You have to split the http router in another uWSGI instance, or use nginx/haproxy or similar. Once you have two different stacks you can reload the application without closing the socket
Your exceptions happens when uwsgi process cant accept connections obviously... So, your process have to wait until server restarted - you can use loop with timeout in except block to properly handle this situation. Try this:
import httplib
import socket
import time
connection = httplib.HTTPConnection('127.0.0.1', 8000)
# connection moved below... connection.connect()
for i in range(0, 1000):
print 'sending... ', i
try:
connection.request('GET', '/x', '', {'Connection' : ' keep-alive'})
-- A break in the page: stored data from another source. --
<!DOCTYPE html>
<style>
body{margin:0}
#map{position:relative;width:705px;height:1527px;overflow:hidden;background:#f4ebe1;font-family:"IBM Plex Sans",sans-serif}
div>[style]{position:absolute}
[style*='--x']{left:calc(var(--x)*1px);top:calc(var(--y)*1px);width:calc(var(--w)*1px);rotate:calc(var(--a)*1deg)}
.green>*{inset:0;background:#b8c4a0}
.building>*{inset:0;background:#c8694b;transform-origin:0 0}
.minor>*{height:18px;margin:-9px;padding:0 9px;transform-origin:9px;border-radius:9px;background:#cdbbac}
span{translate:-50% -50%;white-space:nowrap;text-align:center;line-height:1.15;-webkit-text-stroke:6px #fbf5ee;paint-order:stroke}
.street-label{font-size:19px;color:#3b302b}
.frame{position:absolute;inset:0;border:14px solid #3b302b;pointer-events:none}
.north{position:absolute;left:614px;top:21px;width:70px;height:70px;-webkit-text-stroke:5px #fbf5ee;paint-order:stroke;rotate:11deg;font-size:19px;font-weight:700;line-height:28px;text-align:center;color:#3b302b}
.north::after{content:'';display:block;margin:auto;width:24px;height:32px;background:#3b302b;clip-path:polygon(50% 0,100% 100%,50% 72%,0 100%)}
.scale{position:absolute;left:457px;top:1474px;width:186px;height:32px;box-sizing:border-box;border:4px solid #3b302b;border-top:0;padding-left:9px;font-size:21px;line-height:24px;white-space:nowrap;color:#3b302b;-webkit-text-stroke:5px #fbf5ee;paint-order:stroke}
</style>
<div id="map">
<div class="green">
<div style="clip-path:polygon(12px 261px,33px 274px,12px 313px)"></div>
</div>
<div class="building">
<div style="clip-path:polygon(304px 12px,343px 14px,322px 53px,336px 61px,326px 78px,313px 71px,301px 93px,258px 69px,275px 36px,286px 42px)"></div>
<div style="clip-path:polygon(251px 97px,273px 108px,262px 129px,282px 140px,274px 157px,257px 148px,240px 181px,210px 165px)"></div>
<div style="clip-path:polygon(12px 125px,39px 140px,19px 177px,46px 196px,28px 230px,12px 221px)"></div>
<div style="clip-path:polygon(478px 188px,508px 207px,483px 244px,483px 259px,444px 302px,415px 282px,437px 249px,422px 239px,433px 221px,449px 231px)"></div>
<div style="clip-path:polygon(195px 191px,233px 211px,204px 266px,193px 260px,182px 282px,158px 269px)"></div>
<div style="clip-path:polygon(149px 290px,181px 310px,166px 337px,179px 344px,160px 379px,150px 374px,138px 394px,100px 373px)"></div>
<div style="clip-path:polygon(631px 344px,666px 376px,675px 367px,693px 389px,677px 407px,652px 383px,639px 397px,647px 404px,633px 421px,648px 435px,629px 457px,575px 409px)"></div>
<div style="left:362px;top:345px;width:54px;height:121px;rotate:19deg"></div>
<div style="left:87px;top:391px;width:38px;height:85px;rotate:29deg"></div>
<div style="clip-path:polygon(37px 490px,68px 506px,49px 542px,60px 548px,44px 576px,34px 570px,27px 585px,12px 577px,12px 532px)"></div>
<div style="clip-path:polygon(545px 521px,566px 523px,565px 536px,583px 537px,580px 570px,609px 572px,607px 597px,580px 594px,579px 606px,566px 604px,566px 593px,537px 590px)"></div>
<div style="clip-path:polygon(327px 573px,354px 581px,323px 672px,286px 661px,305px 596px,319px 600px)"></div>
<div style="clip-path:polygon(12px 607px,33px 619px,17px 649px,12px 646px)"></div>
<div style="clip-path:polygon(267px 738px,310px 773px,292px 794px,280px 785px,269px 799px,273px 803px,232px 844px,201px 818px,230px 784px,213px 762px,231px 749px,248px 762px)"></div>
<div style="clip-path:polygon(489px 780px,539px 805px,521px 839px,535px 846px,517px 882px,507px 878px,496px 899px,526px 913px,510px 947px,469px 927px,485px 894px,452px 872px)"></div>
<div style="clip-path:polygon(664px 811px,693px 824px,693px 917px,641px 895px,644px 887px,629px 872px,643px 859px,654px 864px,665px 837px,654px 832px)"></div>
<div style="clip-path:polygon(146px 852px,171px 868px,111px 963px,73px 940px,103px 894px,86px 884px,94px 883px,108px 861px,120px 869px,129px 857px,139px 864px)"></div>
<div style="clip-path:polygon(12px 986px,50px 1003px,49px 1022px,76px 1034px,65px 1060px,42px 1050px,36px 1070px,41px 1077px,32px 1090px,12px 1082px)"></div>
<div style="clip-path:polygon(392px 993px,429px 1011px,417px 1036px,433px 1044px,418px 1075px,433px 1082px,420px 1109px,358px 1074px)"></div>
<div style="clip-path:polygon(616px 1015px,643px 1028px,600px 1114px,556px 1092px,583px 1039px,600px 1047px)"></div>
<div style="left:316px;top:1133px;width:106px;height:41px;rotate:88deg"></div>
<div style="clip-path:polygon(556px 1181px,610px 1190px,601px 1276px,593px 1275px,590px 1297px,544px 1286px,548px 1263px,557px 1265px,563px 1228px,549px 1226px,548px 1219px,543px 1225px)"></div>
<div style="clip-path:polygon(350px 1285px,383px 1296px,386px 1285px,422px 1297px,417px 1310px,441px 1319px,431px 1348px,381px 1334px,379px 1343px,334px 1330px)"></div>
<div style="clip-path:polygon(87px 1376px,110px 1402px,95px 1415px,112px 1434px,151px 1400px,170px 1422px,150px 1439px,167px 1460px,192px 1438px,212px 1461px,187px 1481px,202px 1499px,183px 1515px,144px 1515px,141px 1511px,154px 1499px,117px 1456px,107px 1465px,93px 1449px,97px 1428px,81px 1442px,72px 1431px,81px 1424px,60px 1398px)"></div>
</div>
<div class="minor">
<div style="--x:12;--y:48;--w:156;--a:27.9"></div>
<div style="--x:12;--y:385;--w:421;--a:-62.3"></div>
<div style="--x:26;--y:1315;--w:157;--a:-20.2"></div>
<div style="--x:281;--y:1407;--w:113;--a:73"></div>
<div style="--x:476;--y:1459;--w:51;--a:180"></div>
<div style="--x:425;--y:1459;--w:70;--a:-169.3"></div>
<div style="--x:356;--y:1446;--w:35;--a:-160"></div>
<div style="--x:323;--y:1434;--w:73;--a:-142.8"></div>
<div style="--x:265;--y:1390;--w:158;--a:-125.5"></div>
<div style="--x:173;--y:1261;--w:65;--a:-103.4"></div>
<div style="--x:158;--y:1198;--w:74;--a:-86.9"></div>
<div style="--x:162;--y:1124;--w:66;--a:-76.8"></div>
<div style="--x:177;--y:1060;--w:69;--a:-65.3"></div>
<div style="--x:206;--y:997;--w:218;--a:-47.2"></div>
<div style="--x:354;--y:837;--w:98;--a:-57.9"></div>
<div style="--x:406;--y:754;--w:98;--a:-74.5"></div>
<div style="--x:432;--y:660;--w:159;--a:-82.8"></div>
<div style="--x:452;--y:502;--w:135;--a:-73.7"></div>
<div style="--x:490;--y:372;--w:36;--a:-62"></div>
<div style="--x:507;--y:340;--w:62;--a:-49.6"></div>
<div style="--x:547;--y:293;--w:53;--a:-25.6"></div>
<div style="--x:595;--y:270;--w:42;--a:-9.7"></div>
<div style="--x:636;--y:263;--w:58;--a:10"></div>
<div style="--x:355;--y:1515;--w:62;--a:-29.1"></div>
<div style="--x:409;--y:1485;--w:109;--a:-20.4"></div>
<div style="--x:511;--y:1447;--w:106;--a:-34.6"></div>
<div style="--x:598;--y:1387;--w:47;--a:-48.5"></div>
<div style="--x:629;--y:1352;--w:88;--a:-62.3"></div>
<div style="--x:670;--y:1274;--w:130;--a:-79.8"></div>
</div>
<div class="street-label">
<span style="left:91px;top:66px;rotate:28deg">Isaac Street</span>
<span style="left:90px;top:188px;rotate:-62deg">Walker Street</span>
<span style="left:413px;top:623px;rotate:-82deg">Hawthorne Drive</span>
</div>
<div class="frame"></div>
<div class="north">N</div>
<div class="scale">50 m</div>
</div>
response = connection.getresponse()
d = response.read()
print ' ', response.status
except KeyboardInterrupt:
break
except socket.error:
while True:
try:
connection = httplib.HTTPConnection('127.0.0.1', 8000)
connection.connect()
except socket.error:
print 'cant connect, will try again in a second...'
time.sleep(1)
else:
break
before restart:
sending... 220
404
sending... 221
404
sending... 222
404
restarting server:
cant connect, will try again in a second...
cant connect, will try again in a second...
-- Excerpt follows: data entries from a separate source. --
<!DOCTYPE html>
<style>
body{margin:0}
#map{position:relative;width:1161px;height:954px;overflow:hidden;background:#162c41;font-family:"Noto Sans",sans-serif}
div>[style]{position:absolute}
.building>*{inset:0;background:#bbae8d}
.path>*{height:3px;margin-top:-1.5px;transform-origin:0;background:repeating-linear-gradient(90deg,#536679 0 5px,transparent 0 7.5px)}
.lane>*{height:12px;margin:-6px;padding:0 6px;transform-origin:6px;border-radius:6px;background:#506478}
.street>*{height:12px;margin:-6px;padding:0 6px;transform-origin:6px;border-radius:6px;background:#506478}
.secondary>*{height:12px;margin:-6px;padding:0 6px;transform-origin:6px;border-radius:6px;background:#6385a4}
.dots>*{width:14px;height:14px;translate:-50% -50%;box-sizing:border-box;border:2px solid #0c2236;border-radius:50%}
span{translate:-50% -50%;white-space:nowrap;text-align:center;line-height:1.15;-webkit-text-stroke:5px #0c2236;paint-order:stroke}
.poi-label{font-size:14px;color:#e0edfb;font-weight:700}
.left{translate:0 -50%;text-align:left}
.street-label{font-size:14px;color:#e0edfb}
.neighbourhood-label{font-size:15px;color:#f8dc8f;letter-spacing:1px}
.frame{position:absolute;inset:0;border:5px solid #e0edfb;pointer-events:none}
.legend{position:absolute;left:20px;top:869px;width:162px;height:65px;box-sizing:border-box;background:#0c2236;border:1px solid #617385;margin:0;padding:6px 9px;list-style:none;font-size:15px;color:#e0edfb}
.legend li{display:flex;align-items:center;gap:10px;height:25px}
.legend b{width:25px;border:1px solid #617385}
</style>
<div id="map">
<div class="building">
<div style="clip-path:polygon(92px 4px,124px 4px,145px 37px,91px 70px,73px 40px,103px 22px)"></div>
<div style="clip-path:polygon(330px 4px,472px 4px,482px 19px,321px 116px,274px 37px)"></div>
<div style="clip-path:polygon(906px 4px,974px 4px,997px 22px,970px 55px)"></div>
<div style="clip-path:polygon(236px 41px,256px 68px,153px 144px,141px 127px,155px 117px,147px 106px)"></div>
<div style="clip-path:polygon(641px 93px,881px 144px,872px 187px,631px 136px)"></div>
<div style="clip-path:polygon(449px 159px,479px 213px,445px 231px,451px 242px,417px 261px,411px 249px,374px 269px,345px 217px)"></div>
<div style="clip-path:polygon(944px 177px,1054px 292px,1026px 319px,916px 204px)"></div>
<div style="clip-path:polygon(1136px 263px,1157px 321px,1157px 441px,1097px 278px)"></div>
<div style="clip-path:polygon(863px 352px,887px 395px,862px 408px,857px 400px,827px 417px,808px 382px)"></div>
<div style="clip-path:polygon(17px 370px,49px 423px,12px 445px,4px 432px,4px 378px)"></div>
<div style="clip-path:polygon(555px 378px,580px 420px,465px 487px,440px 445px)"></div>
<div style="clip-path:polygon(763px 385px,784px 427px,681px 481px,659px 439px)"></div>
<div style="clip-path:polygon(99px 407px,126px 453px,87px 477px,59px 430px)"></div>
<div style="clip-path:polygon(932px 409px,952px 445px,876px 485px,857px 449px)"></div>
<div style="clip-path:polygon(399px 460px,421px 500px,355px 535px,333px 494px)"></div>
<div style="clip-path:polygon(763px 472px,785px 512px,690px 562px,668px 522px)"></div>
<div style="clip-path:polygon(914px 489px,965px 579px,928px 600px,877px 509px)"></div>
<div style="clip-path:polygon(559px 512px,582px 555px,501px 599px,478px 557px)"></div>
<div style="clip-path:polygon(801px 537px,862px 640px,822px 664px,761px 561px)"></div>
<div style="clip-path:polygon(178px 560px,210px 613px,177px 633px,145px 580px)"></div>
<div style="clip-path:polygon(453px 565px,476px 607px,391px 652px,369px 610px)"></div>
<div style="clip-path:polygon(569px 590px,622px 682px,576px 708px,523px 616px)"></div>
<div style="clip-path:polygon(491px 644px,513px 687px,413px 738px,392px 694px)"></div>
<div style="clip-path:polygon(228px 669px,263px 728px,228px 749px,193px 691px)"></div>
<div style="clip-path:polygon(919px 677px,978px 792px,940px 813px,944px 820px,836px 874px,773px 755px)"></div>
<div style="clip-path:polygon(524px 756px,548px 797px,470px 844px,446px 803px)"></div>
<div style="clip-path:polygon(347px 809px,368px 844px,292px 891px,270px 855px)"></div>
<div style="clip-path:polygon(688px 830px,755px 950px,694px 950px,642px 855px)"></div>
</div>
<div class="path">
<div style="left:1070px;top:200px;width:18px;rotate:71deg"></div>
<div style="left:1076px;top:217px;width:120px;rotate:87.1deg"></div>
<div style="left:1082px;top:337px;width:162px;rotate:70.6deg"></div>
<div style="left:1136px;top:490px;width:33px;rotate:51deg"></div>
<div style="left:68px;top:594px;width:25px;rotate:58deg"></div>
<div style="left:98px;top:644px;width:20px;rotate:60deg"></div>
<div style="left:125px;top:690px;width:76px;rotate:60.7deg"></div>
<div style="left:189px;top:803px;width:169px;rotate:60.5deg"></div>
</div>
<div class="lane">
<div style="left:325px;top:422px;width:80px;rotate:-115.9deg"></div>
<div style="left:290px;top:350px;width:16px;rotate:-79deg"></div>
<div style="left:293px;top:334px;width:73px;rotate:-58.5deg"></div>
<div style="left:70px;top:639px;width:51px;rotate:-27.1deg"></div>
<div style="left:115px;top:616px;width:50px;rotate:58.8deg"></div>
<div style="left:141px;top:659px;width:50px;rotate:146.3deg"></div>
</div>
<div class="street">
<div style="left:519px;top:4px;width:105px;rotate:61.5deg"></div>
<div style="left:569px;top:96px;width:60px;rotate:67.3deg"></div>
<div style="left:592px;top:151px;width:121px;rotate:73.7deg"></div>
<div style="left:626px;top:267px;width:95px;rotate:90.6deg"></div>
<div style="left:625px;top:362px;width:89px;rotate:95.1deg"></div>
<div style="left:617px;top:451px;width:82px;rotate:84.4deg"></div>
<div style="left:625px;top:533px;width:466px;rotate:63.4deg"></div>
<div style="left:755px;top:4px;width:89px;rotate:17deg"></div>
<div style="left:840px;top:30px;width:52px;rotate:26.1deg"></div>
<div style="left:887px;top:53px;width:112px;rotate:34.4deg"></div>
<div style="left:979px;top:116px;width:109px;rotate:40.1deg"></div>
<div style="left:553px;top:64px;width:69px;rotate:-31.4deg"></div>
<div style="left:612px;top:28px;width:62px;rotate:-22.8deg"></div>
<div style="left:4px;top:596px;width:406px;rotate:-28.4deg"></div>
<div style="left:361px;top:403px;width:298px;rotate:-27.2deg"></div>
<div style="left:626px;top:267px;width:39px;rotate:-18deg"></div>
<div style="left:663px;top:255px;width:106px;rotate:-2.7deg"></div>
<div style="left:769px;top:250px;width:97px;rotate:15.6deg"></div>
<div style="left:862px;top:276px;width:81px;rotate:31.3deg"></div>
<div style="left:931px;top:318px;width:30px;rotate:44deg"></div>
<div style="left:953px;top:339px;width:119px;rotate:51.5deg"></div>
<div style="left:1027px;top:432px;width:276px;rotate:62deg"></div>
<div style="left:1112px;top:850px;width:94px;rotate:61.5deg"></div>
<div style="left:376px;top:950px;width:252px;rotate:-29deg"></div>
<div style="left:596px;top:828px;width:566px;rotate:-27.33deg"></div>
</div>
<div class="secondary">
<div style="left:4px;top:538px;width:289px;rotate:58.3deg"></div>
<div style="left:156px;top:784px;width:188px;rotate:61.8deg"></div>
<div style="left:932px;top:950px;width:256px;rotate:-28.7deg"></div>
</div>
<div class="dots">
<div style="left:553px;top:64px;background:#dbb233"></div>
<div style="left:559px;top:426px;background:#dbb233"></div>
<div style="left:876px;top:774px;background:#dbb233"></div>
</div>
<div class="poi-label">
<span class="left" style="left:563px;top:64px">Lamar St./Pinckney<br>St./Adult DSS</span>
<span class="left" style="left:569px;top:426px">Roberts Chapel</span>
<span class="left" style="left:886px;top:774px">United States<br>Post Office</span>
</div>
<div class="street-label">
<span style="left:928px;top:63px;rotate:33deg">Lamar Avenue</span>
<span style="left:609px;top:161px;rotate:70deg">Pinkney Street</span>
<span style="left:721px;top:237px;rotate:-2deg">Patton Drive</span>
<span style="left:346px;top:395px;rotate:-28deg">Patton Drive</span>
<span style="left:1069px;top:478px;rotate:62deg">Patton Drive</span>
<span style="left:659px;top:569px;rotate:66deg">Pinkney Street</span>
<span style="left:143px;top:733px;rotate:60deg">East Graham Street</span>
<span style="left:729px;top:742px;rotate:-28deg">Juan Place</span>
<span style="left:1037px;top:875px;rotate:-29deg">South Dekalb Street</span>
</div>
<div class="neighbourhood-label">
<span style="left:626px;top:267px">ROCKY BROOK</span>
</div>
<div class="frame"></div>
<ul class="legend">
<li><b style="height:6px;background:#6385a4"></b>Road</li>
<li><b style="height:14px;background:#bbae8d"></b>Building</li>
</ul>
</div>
cant connect, will try again in a second...
cant connect, will try again in a second...
server up again:
sending... 223
404
sending... 224
404
sending... 225
404
update for your comment:
Obviously, in the real world, you can't rewrite the code of all the
http clients that connect to your server. My question is: what can I
do to get a graceful reload (no failures) for arbitrary clients.
One of universal solutions that i think can handle such problems with clients - simple proxy between client and server. With proxy you can restart server independently of clients (implies that proxy is always on).
And in fact this is commonly used - 502 (bad gateway) errors from web applications frontend proxies - exactly same situation - client receives error from proxy while application server is down! Try nginx, varnish or something similar.
Btw, uwsgi have builtin "proxy/load-balancer/router" plugin:
The uWSGI FastRouter
For advanced setups uWSGI includes the “fastrouter” plugin, a proxy/load-balancer/router speaking the uwsgi
protocol. It is built in by default. You can put it between your
webserver and real uWSGI instances to have more control over the
routing of HTTP requests to your application servers.